ITC's foods division chief executive Hemant Malik framed the opportunity early in the acquisition process, calling it "an exciting opportunity that aligns with ITC's foods business' aspiration to build a formidable portfolio." The company's regulatory filing echoed that, describing the acquisition as "in line with the strategy to augment the Company's future ready portfolio in foods segment."

Wider distribution typically compresses unit economics: the cost of reaching each consumer drops at ITC-scale volumes, and that margin can be redirected into competitive pricing, expanded stock-keeping units, or both. Competitors in the Rs 90-150-per-bar premium segment will feel that pressure directly.

What to watch on the label: Yoga Bar's current 70g protein bars deliver roughly 20g of protein per serving through a whey-and-soy blend, with dates (roughly 16-19% of formulation) providing natural sweetness rather than sugar alcohols. The "no added sugar" claim rests on that date base, not on stevia or maltitol, so watch whether ITC reformulates toward cheaper sweetener systems as volumes scale. Prebiotic fiber listed as FOS (fructooligosaccharides) currently appears at around 12% of formulation — a meaningful gut-health selling point that premium buyers track.

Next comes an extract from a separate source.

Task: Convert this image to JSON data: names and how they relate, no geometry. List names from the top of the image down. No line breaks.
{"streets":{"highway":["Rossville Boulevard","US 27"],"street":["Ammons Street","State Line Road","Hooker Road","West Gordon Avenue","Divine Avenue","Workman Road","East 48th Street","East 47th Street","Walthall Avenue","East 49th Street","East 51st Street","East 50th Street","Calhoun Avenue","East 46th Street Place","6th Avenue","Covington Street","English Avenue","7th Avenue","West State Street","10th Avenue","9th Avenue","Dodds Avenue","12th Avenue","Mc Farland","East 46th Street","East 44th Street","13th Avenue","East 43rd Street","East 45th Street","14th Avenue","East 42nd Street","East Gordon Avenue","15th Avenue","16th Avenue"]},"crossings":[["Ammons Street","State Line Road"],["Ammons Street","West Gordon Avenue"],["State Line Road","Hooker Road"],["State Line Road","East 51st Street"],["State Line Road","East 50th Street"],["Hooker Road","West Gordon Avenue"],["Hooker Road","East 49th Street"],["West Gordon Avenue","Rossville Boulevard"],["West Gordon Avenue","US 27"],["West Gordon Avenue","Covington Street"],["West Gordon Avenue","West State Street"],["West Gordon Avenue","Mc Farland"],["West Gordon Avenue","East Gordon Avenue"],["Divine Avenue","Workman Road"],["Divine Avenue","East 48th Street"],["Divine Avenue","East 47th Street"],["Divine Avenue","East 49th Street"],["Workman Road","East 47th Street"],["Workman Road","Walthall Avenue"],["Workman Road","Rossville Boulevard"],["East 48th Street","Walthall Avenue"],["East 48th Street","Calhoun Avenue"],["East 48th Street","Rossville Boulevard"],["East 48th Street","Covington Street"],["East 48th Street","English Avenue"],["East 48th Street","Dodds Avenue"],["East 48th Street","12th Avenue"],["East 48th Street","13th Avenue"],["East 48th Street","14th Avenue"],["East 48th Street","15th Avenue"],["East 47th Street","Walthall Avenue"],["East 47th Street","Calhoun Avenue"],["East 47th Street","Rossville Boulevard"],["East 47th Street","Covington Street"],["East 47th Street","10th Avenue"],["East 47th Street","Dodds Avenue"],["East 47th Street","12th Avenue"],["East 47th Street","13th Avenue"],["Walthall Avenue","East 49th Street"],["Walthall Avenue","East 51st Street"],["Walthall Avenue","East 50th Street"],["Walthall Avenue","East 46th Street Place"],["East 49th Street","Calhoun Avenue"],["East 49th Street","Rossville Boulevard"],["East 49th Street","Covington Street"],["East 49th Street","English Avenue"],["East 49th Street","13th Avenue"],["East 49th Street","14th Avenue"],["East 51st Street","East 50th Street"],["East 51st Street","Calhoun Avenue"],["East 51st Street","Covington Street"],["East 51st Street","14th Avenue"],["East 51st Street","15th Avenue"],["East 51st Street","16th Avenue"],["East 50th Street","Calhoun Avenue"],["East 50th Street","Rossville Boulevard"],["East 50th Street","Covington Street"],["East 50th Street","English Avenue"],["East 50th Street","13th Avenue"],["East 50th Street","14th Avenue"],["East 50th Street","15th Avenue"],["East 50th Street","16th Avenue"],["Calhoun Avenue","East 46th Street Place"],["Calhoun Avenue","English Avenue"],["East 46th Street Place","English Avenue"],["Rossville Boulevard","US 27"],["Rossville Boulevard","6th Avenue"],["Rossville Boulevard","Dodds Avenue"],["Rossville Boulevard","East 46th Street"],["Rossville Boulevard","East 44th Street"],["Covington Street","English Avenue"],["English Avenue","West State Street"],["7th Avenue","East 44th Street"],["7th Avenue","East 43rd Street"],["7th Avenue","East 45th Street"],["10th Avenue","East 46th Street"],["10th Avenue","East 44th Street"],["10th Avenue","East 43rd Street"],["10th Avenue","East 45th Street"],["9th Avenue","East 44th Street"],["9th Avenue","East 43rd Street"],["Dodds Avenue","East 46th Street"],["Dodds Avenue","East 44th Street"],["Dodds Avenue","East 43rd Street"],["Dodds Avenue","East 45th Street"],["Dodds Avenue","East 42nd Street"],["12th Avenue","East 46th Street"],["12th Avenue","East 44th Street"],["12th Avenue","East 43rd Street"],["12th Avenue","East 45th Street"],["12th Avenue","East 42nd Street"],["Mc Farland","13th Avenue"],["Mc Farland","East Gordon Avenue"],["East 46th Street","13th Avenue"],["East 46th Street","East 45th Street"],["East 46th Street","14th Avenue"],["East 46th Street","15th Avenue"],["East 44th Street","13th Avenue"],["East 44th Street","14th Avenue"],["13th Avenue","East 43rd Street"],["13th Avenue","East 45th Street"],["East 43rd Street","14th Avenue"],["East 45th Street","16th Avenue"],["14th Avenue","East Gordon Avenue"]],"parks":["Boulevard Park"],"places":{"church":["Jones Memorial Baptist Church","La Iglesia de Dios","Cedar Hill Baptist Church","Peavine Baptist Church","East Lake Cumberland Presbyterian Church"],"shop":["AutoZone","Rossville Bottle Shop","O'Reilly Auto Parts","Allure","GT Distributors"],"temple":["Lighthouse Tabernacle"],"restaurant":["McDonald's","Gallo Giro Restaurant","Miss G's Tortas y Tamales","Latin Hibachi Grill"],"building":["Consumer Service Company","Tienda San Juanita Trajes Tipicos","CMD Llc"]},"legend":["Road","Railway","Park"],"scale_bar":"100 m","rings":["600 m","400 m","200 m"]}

Natural flavors including rosemary extract currently appear without synthetic preservatives; a shift to longer shelf-life formats suited to mass retail could change that profile. Scrutinize the ingredient order if new SKUs begin appearing in modern trade over the coming quarters.

The consolidation confirms what India's health snack category has signaled for several years: D2C brand-building is the incubation stage, and FMCG majors are the exit. For Yoga Bar, the incubation is over.